MQTT Compact Message DBM

At STI we are developing a custom data management backend consisting of a database and a database manager (DBM). The DBM interprets the relevant MQTT messages and performs a few other useful tasks.

The DBM will accommodate any type of instrument so long as it is able to interpret its payload. For this reason, the Weather Station MQTT messages follow certain payload formatting and topic pattern conventions.

The end user needs to know them for the interpretation of data.

The station administrator should design new applications by following these conventions in order for the payload to be recognized and logged in the database correctly.

MQTT Compact Message Topic Specification

All topics shall be of the form:

ws/<action>/<remainder>

The topic header,

ws (mandatory)
is a reserved keyword. All topics in the ws/ tree will be parsed by the database logger. Care should be taken to only publish the relevant data to this tree.
<action> (mandatory)
is one of reserved keywords. Currently recognized values are:
  • d (uplink) data
  • j join
  • e error
  • r response
  • c command
<remainder>
is action-specific and is described for each action separately in the respective section.

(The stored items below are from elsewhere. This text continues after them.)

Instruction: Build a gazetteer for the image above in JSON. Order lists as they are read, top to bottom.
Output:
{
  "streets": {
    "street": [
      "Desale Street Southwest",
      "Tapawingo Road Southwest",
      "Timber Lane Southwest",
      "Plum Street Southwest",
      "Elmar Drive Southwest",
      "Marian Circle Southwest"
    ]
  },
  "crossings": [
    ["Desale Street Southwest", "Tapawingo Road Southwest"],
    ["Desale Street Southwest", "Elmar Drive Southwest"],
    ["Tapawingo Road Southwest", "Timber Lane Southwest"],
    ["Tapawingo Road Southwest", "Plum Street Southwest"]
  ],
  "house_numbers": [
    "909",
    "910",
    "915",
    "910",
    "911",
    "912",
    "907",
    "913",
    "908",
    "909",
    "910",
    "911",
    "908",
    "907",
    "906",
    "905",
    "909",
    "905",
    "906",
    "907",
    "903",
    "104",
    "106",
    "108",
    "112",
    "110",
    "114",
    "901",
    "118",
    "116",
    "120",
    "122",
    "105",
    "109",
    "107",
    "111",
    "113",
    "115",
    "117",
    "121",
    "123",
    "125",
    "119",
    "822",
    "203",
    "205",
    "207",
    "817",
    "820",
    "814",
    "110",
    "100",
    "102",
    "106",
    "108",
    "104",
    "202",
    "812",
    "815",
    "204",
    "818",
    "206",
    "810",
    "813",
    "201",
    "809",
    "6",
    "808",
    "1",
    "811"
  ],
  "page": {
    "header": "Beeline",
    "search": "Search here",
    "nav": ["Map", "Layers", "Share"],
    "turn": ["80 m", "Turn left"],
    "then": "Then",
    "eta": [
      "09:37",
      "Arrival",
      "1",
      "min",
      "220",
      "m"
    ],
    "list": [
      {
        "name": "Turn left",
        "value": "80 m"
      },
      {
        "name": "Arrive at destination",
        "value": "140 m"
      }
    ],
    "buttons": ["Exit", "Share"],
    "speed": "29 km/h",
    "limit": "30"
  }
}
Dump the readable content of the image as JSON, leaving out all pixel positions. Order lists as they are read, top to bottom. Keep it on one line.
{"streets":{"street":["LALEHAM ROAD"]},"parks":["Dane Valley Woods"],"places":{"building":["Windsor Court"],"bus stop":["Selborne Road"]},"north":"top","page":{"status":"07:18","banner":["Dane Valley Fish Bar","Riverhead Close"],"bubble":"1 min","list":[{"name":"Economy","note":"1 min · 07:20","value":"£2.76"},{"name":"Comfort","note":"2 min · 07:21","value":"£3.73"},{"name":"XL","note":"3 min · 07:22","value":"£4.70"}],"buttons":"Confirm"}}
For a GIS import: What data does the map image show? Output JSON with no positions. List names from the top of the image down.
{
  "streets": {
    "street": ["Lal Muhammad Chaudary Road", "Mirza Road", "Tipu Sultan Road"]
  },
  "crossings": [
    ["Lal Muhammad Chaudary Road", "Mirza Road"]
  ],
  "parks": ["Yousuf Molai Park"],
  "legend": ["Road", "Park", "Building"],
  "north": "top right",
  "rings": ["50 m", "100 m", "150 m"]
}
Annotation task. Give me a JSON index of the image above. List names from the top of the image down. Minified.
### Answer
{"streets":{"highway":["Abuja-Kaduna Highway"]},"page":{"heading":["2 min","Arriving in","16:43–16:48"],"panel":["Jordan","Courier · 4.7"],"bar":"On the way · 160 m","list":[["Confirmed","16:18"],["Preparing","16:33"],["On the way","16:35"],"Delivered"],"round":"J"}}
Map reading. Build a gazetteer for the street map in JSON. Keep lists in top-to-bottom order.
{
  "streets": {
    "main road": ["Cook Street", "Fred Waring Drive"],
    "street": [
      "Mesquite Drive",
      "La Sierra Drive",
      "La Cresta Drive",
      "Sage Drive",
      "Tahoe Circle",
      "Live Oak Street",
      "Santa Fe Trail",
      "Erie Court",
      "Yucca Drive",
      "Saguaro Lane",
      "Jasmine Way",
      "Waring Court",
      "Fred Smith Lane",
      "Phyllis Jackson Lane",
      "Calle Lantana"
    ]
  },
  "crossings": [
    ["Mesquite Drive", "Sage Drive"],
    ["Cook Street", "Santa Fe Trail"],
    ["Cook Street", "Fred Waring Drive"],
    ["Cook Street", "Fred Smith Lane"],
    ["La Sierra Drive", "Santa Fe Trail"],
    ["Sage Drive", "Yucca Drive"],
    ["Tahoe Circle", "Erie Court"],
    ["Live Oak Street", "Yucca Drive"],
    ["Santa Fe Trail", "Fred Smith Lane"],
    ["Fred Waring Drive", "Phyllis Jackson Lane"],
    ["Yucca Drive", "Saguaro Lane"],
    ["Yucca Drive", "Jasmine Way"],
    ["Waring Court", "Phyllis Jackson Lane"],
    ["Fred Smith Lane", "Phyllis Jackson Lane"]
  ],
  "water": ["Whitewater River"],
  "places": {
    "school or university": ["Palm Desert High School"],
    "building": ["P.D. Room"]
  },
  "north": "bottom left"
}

Meteorological instruments publish to d, j, e.

An end user can subscribe to d, j, e, r (some of these may need permission) and to publish to c (with the same caveat).

The database logger shall publish to r.

Please note that the topic structure is defined in the application.

MQTT Compact Message Payload Specification

This section is a guide to understanding of the Weather Station MQTT message format used in this project.

The meterological information that leaves a gateway as MQTT messages, may contain, besides the actual meteorological data, metadata and some networking information.

The MQTT messages are encapsulated in a JSON object. It’s structure in the same across all meteo-instruments. The station administrator should design the data decoder considering the constraints that are listed below.

To save bandwidth and prevent the message from being overly bloated, a custom JSON object is implemented. Here is a sample JSON object (222 bytes), from a MeteoHelix device, pretty-printed for clarity:

{
        "d":    [18, 18, 18, 41.4, 100780, 0, 0],
        "h":    {
                "bp":   58,
                "pv":   3.9
        },
        "i":    "0004a30b0021fbae",
        "p":    "652700019f3d60000008ff",
        "t":    "2023-04-17T23:21:08",
        "x":    {
                "b":    125,
                "c":    "4/5",
                "f":    868100000,
                "i":    "24e124fffef580c6",
                "rssi": -63,
                "s":    11,
                "snr":  9.8
        }
}

This scheme has been designed to keep the messages relatively short. As a matter of fact, most payloads with all metadata included should fit in between 200 and 300 bytes. Without the metadata - probably in less than 50 bytes.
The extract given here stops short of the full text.